- Theatrical poster to Ambitious Kung Fu Girl (1982)
- Directed by: Lu Chin Ku
- Produced by: Sir Run Run Shaw
- Starring: Michelle Yim Yuen Tak Chen Kwan-Tai Hui Tien Chi Cheng Miu Lam Fai-Wong
- Distributed by: Shaw Brothers Studio
- Release date: 1982;
- Country: Hong Kong
- Language: Mandarin

= Ambitious Kung Fu Girl =

1982 Hong Kong film by Lu Chin Ku

Ambitious Kung Fu Girl is a Shaw Brothers film directed by Lu Chin Ku, starring Chen Kuan Tai and Michelle Yim.

==Plot==

Spoiled and with her head permanently in the clouds, Yuen Si Si (Yim) - naive daughter of an affluent merchant - lives her cosseted life dreaming of a meeting with her idol Qin Ge (Chen Kwan-Tai).
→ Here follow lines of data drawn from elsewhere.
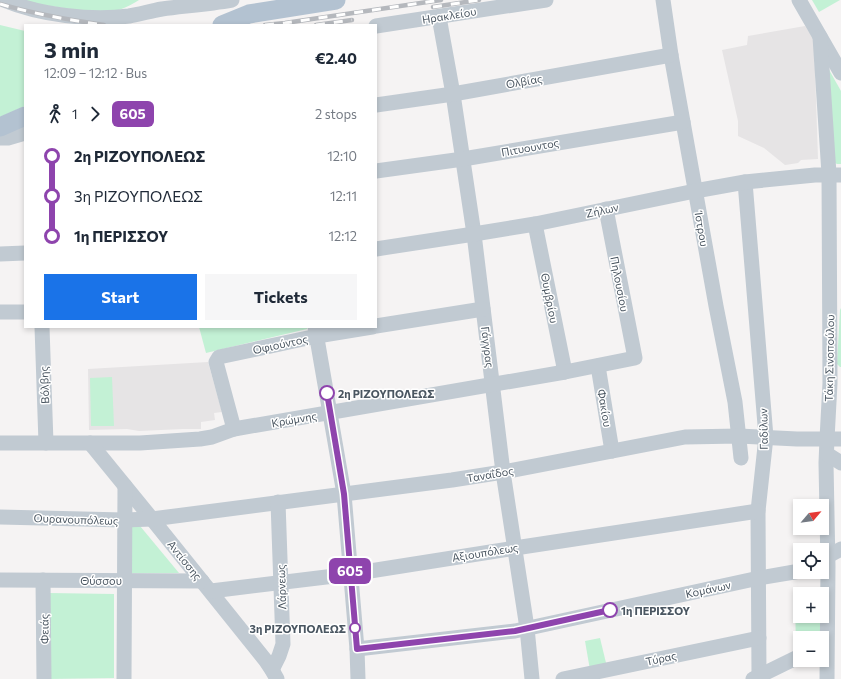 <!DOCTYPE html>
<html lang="en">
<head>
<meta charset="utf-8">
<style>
  :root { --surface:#fff; --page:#f6f6f7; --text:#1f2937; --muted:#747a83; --accent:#1a73e8 }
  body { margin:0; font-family:Commissioner,sans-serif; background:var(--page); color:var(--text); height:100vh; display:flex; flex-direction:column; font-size:15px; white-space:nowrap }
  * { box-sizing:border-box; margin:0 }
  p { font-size:13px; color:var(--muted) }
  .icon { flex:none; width:22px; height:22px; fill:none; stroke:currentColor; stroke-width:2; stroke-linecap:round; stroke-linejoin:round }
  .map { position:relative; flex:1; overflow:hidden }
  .sheet { position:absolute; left:24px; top:24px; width:353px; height:304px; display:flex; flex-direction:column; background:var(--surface); border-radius:0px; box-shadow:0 2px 6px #0003 }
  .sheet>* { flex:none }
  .badge { padding:0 8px; border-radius:6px; font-size:14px; line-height:26px }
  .needle { width:26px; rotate:61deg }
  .tools { position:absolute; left:793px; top:499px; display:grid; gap:8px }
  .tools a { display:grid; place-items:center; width:36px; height:36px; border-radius:0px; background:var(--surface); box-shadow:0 2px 6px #0003; font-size:20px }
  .map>.badge { position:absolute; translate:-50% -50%; box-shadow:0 0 0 2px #fff }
  .legs { display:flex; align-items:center; gap:6px; height:44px; padding:0 20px; font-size:13px }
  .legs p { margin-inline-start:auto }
  .overview { display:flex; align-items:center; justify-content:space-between; height:68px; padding:0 20px }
  h1 { font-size:22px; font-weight:700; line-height:30px }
  .action { display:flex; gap:8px; margin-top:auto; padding:8px 20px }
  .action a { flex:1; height:46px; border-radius:0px; background:var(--accent); color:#fff; font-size:16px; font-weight:700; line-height:46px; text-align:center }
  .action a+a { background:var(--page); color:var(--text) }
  ul { padding:0 20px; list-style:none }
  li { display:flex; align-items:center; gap:14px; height:40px; font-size:15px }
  li i { display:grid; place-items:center; width:6px; height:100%; margin:0 5px; background:currentColor }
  li i::after { content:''; width:10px; height:10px; margin:-5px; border:3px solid; border-radius:50%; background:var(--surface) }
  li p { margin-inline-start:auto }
  li:first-child i { background:linear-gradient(#0000 50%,currentColor 0) }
  li:last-child i { background:linear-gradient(currentColor 50%,#0000 0) }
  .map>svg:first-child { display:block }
</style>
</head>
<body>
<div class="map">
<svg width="841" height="679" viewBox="0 0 841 679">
  <rect width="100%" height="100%" fill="#f5f3f3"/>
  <g fill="#e6e4e5">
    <polygon points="805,26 814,39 818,159 801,160 798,163 785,165 764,148 738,136 738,121 722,50 747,45 748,36"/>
    <polygon points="208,362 222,412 214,413 215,420 201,422 201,429 183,429 139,431 127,429 89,430 88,369"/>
  </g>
  <g fill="#c3f1d5">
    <path d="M9,0H139C128,7 118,11 105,14Z"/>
    <polygon points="812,0 840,0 819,12"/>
    <polygon points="0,25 25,31 25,106 0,117"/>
    <polygon points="824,61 841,91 841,164 837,164 822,156"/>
    <polygon points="841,308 841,367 840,367 837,364 840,310"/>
    <polygon points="199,327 307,327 307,329 206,353"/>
    <polygon points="112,377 114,426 91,426 90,378"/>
    <polygon points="131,526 140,526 179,573 131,573"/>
    <polygon points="49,593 114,594 114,678 50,679"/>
    <polygon points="795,598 800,599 800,616 821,616 821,638 800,638 800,649 796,651"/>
    <polygon points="600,638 607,667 590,670 585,641"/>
  </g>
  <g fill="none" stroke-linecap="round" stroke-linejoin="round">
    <g stroke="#c1cad2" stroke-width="15">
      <path d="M4,0C40,15 91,21 129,16C140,14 151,11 162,9C185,6 209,4 232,0"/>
      <polyline points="663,0 671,55 716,306 735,402 741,458"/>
      <polyline points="799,0 841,73"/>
      <polyline points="439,17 453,94 474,234 503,472 527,628 532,679"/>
      <polyline points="376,26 546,0"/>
      <polyline points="820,37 829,174 830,383 827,439 826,463 828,566 827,679"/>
      <polyline points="376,105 453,94 671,55"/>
      <polyline points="0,138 8,138 25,133"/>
      <polyline points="376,171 463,159 683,122"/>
      <polyline points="745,182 766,437 758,511 759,676"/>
      <polyline points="535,224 565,372"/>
      <polyline points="376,249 474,234 535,224 695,191 745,182 815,175 841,175"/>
      <polyline points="0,254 25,253"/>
      <polyline points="0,312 25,312"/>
      <polyline points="376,326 483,309"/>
      <polyline points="42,327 46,443"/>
      <polyline points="315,327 344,494 357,649 358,679"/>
      <polyline points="598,366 612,451"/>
      <polyline points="234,429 216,362 219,357 317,336 372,327"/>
      <polyline points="0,443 140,443 200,439 212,437 234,429 565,372 635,358 606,209"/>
      <polyline points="90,443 152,519 266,661 272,670 277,679"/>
      <polyline points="827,454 841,463"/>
      <polyline points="0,517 124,520 152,519 452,480 503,472 685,437 739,436 797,439 841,439"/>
      <polyline points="828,556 841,549"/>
      <polyline points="0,580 202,581"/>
      <polyline points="43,580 44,679"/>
      <polyline points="211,591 351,574 515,548 758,511"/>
      <polyline points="357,649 515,631 759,578 800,571"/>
      <polyline points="272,670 279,656 283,644 278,502"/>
      <polyline points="124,679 125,486"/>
      <polyline points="563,679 759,638"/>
      <polyline points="753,679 800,656"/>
    </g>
    <g stroke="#b3c2d1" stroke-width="19">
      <polyline points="222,25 249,14 336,0"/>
      <polyline points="0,127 25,116"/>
    </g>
    <defs>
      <g id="rail">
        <path d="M0,4C34,14 69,20 104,25"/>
        <polyline points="433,7 479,0"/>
        <polyline points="265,25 285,23 441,0"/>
        <polyline points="316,25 352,20"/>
      </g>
    </defs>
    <use href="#rail" stroke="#b5b8bd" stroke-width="4.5"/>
    <use href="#rail" stroke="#fff" stroke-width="3" stroke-dasharray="9" stroke-linecap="butt"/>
  </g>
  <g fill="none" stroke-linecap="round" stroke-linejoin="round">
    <defs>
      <polyline id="line-1" points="327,393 344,494 357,649 515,631 610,610"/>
    </defs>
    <use href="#line-1" stroke="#fff" stroke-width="9"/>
    <use href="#line-1" stroke="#8e44ad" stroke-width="6"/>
  </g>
  <g fill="#fff" stroke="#8e44ad" stroke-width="2">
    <circle cx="327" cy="393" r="7"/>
    <circle cx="610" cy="610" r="7"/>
    <circle cx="355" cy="628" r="5"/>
  </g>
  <g text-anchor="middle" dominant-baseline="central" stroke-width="3" stroke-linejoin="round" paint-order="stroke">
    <g font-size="11" fill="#4a5661" stroke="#fff">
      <text transform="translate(449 15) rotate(-9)">Ηρακλείου</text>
      <text transform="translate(524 81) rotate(-10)">Ολβίας</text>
      <text transform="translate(530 147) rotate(-10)">Πιτυουντος</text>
      <text transform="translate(602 210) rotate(-12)">Ζήλων</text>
      <text transform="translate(702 229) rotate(80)">Ίστρου</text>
      <text transform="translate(620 284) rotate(79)">Πηλουσίου</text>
      <text transform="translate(550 298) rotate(79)">Θυμβρίου</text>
      <text transform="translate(280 344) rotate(-12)">Οφιούντος</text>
      <text transform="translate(488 347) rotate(83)">Γάγγρας</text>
      <text transform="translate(829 358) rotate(-89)">Τάκη Σινοπούλου</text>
      <text transform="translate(44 385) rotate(-92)">Βόλβης</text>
      <text transform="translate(605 408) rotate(80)">Φακίου</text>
      <text transform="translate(294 419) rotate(-10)">Κρώμνης</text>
      <text transform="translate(763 429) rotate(-91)">Γαδίλων</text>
      <text transform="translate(490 474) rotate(-10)">Ταναΐδος</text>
      <text transform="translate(76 519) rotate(2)">Ουρανουπόλεως</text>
      <text transform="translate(485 552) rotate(-9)">Αξιουπόλεως</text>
      <text transform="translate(185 560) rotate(51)">Αντίσσης</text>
      <text x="101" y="580">Θύσσου</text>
      <text transform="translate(281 587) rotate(-92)">Λάρνεως</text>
      <text transform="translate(708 589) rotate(-12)">Κομάνων</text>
      <text transform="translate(44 629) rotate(-91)">Φειάς</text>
      <text transform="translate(661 658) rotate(-12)">Τύρας</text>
    </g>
    <g font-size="11" font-weight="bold" fill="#4a5661" stroke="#fff" text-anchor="start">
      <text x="338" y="393">2η ΡΙΖΟΥΠΟΛΕΩΣ</text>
      <text x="621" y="610">1η ΠΕΡΙΣΣΟΥ</text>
      <text x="346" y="628" text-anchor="end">3η ΡΙΖΟΥΠΟΛΕΩΣ</text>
    </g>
  </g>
</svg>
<div class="tools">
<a><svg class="needle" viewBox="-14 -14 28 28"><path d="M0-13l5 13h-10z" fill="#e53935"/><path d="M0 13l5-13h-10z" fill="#747a83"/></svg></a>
<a><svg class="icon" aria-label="locate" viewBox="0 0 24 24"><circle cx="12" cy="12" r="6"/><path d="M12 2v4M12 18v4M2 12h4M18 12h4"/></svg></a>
<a>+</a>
<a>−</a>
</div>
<b class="badge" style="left:350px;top:571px;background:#8e44ad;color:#fff">605</b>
<section class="sheet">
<div class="overview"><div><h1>3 min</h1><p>12:09 – 12:12 · Bus</p></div><b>€2.40</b></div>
<div class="legs"><svg class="icon" aria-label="walk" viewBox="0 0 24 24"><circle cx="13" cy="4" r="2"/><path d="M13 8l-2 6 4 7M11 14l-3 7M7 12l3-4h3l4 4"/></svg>1<svg class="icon" aria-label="forward" viewBox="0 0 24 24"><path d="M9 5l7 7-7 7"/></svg><b class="badge" style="background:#8e44ad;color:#fff">605</b><p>2 stops</p></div>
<ul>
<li><i style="color:#8e44ad"></i><b>2η ΡΙΖΟΥΠΟΛΕΩΣ</b><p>12:10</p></li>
<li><i style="color:#8e44ad"></i><span>3η ΡΙΖΟΥΠΟΛΕΩΣ</span><p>12:11</p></li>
<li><i style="color:#8e44ad"></i><b>1η ΠΕΡΙΣΣΟΥ</b><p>12:12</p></li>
</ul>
<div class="action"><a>Start</a><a>Tickets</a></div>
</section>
</div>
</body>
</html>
Qin Ge is a kung-fu celebrity somewhat out of reach though and Si Si's wealthy father decides to marry her of to his friend's son, Yang Fan (Tak). Obviously an arranged marriage is anathema to the fiercely independent young woman and she sneaks out of the house with the intention of finding her beloved Qin Ge. What she doesn't realise though is that the kung-fu skills she thinks will protect her are merely a pretence, cleverly engineered to boost her ego by her over-protective father. It isn't too long into her misadventure that the formerly hermitic Si Si discovers that the world outside is far from being the world of chivalry that she expected and there are people practically lining up to take advantage of her. Not too far behind her is Yang Fan who is keen to save his fiancée more for the reward offered by her father than any feelings of affection for her.